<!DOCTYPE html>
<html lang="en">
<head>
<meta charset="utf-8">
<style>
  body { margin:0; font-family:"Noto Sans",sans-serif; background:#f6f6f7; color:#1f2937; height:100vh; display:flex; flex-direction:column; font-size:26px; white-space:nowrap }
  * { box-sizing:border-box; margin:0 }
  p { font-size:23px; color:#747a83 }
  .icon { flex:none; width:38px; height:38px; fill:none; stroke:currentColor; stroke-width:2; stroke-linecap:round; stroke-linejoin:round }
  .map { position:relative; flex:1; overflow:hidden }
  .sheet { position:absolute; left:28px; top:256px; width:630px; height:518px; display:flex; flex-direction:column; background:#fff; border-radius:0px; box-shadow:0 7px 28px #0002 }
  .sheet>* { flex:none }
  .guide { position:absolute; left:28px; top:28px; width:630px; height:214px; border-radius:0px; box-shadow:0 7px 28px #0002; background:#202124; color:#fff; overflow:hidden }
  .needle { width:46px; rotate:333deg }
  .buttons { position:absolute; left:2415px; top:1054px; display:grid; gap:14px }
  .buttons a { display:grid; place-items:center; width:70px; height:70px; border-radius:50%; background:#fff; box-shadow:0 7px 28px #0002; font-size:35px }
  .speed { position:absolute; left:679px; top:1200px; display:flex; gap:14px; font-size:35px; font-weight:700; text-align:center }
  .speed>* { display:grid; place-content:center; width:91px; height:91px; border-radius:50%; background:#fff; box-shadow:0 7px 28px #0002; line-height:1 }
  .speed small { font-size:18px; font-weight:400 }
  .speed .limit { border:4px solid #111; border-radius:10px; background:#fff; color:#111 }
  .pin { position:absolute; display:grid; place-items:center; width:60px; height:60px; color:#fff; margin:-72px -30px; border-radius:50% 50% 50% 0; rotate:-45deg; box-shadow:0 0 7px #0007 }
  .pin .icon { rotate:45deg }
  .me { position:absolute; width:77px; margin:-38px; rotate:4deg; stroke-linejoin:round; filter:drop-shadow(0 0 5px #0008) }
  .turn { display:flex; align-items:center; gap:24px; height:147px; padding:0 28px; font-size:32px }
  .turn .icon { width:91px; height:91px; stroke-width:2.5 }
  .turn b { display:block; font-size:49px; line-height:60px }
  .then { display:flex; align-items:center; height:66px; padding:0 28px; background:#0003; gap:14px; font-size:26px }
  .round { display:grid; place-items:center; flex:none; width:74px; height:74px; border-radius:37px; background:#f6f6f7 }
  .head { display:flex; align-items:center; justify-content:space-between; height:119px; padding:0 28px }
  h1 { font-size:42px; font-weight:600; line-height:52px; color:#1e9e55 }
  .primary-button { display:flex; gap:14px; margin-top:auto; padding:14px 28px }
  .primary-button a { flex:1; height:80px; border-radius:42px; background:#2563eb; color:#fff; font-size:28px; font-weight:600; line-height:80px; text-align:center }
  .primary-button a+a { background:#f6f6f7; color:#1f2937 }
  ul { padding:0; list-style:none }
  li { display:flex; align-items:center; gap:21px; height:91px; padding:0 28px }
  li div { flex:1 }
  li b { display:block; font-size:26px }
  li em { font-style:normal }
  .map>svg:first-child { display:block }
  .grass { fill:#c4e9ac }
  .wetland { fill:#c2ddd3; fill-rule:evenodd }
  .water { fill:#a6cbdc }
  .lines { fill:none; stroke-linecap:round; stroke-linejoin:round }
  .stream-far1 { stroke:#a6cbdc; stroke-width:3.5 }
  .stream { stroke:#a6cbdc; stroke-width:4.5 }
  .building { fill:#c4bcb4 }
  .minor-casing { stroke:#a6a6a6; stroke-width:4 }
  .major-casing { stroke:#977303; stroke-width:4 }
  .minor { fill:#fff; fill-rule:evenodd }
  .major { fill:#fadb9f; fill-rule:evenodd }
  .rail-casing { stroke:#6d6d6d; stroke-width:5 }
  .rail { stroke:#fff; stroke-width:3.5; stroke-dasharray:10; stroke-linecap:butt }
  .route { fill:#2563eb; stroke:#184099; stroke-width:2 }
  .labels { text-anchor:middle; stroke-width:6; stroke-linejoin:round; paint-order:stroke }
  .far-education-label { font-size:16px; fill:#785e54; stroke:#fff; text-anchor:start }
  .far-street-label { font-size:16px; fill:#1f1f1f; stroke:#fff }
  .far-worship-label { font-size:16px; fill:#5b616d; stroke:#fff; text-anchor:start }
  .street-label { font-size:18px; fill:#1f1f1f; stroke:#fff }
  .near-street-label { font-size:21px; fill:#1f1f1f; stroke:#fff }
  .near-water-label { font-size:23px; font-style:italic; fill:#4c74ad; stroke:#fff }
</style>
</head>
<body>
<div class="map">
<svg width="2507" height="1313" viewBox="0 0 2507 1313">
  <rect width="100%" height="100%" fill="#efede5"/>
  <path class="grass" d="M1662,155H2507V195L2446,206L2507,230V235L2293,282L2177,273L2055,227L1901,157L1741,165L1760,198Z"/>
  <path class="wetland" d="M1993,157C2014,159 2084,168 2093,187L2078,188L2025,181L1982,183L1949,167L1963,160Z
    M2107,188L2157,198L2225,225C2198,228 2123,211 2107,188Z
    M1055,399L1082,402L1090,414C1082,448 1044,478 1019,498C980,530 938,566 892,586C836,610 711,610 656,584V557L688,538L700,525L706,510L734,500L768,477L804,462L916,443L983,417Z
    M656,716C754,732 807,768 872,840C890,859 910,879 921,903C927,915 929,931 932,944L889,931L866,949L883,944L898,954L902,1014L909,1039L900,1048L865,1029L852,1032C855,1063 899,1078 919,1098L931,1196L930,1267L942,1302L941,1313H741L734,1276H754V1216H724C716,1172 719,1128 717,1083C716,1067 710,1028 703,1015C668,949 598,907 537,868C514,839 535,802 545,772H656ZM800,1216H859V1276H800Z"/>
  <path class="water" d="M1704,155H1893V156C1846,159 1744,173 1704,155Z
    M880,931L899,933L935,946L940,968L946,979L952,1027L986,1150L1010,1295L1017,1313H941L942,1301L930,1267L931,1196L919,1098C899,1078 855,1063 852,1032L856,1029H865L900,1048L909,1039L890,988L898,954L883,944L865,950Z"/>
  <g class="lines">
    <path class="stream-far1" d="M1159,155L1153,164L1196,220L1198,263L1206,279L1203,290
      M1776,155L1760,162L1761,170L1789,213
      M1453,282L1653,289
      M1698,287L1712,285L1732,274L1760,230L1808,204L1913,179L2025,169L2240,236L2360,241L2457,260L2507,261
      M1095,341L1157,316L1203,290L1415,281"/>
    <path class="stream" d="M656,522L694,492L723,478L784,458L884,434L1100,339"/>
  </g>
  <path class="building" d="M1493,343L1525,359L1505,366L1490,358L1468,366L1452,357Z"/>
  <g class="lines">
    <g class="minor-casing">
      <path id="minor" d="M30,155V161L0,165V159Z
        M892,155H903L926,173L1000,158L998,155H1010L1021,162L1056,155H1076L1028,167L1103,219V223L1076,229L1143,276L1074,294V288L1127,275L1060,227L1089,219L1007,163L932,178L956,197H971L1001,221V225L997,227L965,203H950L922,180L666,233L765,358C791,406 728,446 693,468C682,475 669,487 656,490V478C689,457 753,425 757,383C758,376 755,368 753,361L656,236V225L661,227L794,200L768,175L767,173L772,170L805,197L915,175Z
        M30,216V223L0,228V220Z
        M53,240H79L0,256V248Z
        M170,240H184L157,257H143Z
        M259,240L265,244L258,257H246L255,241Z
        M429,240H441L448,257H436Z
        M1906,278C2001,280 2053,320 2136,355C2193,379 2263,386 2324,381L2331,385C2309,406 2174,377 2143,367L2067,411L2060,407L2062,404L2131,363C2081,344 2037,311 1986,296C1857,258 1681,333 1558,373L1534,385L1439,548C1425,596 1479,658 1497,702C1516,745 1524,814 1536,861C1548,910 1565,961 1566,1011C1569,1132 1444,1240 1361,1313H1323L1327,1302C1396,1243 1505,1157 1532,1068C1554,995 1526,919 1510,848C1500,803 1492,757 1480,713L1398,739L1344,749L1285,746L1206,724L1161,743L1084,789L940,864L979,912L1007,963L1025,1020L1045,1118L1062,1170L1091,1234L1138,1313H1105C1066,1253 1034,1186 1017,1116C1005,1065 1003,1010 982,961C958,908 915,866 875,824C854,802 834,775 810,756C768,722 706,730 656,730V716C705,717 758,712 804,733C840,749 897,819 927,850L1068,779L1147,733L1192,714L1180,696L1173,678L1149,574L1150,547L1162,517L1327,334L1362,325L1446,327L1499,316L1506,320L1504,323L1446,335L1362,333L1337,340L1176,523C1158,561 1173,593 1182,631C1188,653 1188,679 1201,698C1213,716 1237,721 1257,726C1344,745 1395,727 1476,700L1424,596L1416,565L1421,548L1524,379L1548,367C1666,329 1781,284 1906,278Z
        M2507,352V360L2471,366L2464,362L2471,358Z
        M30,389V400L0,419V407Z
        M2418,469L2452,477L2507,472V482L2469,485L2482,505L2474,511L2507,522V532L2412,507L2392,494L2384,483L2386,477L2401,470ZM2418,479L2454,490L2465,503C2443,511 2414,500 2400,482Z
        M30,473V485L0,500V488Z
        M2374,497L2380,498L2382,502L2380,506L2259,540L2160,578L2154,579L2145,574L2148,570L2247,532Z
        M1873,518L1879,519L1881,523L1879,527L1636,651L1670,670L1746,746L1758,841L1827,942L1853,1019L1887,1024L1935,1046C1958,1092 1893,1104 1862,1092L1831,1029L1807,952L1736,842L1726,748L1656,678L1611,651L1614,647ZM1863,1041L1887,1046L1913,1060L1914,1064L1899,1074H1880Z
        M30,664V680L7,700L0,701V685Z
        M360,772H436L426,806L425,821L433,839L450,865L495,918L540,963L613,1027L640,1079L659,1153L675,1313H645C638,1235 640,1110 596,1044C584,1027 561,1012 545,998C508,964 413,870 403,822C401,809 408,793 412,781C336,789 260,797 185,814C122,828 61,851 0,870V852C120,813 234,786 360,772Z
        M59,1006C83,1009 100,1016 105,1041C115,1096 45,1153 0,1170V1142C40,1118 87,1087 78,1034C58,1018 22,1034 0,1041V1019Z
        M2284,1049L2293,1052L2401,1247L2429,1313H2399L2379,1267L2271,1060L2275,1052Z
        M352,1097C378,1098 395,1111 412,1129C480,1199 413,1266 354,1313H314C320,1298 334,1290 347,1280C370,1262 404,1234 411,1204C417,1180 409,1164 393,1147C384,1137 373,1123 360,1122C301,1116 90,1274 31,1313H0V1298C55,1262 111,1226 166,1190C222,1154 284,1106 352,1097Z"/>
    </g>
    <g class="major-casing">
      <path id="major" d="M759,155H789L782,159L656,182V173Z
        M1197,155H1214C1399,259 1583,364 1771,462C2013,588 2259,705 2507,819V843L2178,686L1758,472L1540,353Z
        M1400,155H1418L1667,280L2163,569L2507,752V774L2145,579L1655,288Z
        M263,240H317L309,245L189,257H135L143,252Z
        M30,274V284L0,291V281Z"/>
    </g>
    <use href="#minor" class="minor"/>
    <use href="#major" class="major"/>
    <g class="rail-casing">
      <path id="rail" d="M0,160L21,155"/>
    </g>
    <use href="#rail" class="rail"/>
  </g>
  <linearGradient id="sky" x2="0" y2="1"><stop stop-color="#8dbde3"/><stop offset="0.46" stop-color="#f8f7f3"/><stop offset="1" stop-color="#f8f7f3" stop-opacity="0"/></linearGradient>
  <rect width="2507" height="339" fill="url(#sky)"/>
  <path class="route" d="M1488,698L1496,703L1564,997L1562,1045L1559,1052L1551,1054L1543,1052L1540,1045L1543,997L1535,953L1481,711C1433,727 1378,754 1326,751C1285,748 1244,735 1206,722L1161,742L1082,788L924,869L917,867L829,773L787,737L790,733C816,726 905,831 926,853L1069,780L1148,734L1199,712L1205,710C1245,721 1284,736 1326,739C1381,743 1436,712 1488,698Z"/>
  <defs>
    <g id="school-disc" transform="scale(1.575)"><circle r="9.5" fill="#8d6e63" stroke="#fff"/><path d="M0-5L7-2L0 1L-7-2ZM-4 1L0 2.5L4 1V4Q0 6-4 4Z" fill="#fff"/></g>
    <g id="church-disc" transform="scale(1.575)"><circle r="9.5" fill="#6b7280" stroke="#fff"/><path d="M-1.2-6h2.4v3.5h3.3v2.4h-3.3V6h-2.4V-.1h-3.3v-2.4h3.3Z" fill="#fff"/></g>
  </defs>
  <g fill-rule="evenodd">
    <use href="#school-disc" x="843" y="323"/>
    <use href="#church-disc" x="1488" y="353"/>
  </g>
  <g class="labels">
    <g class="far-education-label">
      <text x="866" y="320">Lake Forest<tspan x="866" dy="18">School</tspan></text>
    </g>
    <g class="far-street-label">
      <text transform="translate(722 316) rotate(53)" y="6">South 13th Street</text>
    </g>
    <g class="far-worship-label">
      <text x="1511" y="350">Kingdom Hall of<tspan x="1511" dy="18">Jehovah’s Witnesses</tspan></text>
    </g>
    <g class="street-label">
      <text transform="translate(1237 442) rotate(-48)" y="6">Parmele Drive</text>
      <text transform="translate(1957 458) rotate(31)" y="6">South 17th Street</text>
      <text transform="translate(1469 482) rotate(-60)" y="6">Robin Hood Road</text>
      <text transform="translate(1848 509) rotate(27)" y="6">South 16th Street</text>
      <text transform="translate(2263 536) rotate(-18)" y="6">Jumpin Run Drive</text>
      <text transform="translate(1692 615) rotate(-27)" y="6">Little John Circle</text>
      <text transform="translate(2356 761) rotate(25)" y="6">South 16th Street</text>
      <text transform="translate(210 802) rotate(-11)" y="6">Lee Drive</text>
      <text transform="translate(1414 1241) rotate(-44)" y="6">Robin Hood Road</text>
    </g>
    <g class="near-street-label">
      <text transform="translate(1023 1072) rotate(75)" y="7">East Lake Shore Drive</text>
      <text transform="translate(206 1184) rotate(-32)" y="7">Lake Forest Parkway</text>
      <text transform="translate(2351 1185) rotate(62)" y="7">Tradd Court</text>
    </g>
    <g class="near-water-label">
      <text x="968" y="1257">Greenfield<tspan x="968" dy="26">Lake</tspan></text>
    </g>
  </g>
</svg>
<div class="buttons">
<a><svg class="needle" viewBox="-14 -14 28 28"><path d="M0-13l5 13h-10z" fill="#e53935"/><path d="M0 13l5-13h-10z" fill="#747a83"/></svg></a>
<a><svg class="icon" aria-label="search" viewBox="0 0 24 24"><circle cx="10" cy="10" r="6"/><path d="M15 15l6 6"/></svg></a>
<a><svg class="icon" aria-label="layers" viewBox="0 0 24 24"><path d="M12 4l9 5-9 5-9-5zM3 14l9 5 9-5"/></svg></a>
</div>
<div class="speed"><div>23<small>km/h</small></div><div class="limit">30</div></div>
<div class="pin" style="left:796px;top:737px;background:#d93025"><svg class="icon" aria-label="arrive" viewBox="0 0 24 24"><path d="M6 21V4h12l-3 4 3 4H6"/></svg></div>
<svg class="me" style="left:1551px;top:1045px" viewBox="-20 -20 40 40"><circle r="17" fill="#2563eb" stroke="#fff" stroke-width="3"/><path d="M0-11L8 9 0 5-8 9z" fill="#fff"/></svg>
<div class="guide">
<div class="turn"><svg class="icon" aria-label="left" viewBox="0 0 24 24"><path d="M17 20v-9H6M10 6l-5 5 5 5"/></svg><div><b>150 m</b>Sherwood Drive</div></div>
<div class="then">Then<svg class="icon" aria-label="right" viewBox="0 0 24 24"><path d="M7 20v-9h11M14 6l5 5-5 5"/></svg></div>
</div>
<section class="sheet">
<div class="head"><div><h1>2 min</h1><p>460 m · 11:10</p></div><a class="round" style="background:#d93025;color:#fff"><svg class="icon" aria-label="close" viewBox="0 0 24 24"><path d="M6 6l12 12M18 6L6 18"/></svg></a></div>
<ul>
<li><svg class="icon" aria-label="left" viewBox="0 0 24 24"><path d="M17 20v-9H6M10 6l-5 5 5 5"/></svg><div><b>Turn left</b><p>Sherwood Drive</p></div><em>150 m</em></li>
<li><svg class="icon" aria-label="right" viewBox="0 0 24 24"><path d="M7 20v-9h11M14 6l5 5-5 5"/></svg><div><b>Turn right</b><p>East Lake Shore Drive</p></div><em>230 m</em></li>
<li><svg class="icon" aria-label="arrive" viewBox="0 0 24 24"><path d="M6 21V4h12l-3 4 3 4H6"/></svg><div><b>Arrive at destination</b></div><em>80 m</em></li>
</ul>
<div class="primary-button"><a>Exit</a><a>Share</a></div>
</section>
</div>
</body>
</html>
----------
- [Work instructions]: Every line of the listing above that contains "hidden" is to be copied.

- [Problem solution]:
  .map { position:relative; flex:1; overflow:hidden }
  .guide { position:absolute; left:28px; top:28px; width:630px; height:214px; border-radius:0px; box-shadow:0 7px 28px #0002; background:#202124; color:#fff; overflow:hidden }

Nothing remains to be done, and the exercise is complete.